**DATA FOR ANALYSIS:**

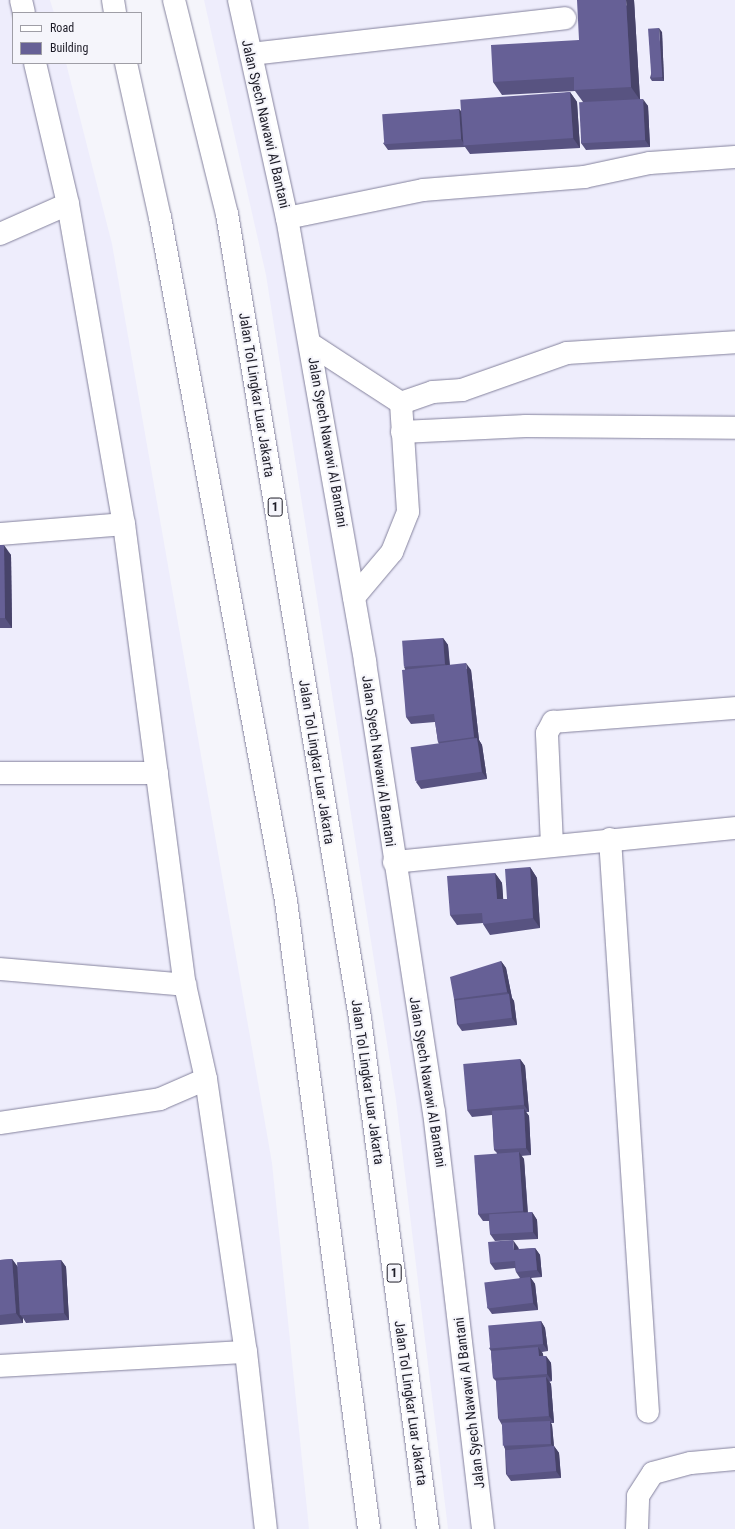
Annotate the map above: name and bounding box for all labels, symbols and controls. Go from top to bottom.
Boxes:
legend [12,12,142,64]
text: Road [50,21,74,35]
street label: Jalan Syech Nawawi Al Bantani [238,38,294,210]
text: Building [50,41,88,55]
street label: Jalan Tol Lingkar Luar Jakarta [236,311,278,479]
street label: Jalan Syech Nawawi Al Bantani [305,356,351,528]
road number: 1 [267,496,283,518]
street label: Jalan Syech Nawawi Al Bantani [359,674,399,848]
street label: Jalan Tol Lingkar Luar Jakarta [296,678,338,846]
street label: Jalan Syech Nawawi Al Bantani [406,995,450,1169]
street label: Jalan Tol Lingkar Luar Jakarta [348,998,388,1166]
road number: 1 [386,1262,402,1284]
street label: Jalan Syech Nawawi Al Bantani [450,1316,488,1490]
street label: Jalan Tol Lingkar Luar Jakarta [391,1319,431,1487]

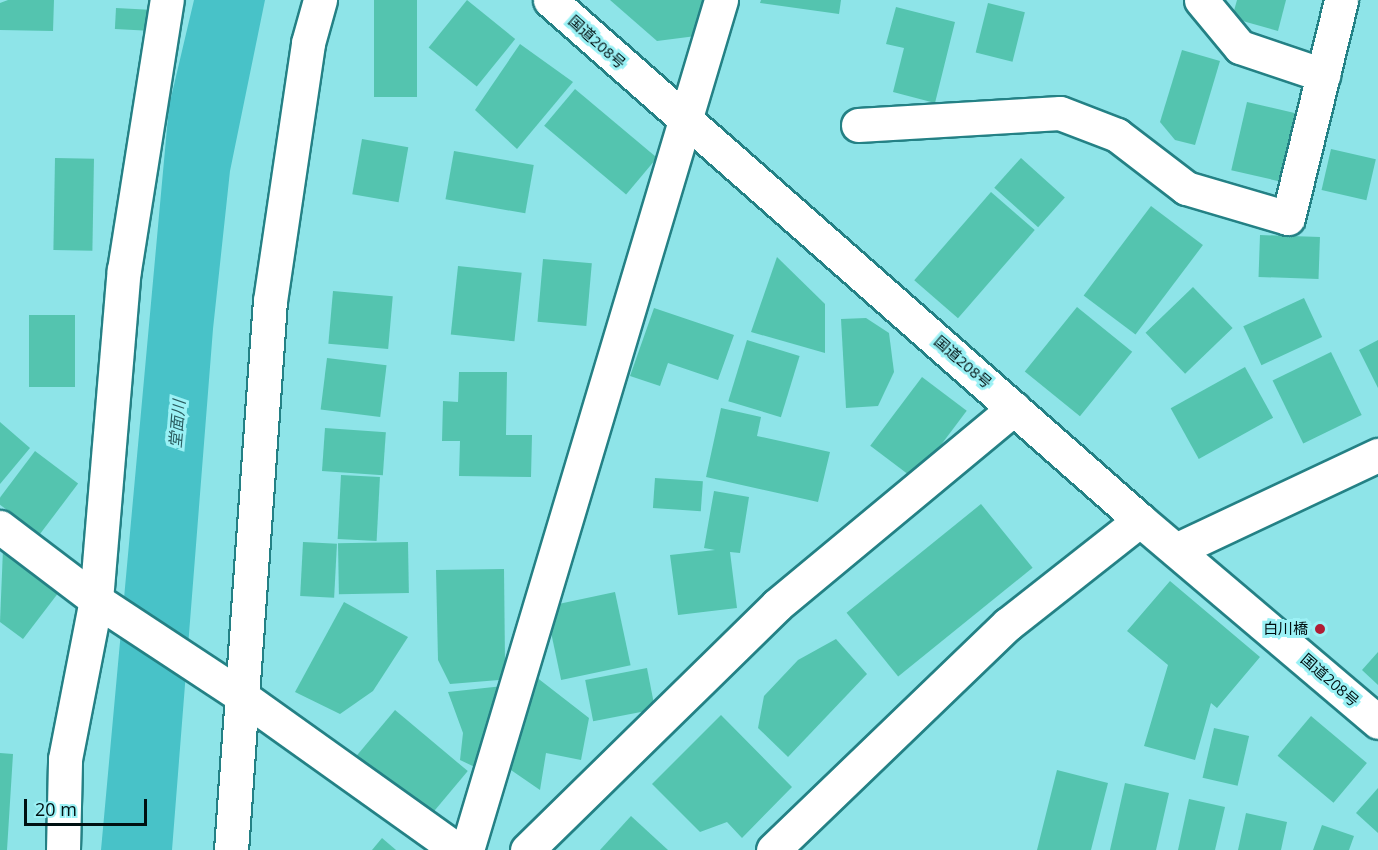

**TASK DIRECTIONS:** Please give the data again in full, exactly as written, but without any images.

**RESULT OF THE EXERCISE:**
Annotate the map above: name and bounding box for all labels, symbols and controls. Go from top to bottom.
Boxes:
legend [12,12,142,64]
text: Road [50,21,74,35]
street label: Jalan Syech Nawawi Al Bantani [238,38,294,210]
text: Building [50,41,88,55]
street label: Jalan Tol Lingkar Luar Jakarta [236,311,278,479]
street label: Jalan Syech Nawawi Al Bantani [305,356,351,528]
road number: 1 [267,496,283,518]
street label: Jalan Syech Nawawi Al Bantani [359,674,399,848]
street label: Jalan Tol Lingkar Luar Jakarta [296,678,338,846]
street label: Jalan Syech Nawawi Al Bantani [406,995,450,1169]
street label: Jalan Tol Lingkar Luar Jakarta [348,998,388,1166]
road number: 1 [386,1262,402,1284]
street label: Jalan Syech Nawawi Al Bantani [450,1316,488,1490]
street label: Jalan Tol Lingkar Luar Jakarta [391,1319,431,1487]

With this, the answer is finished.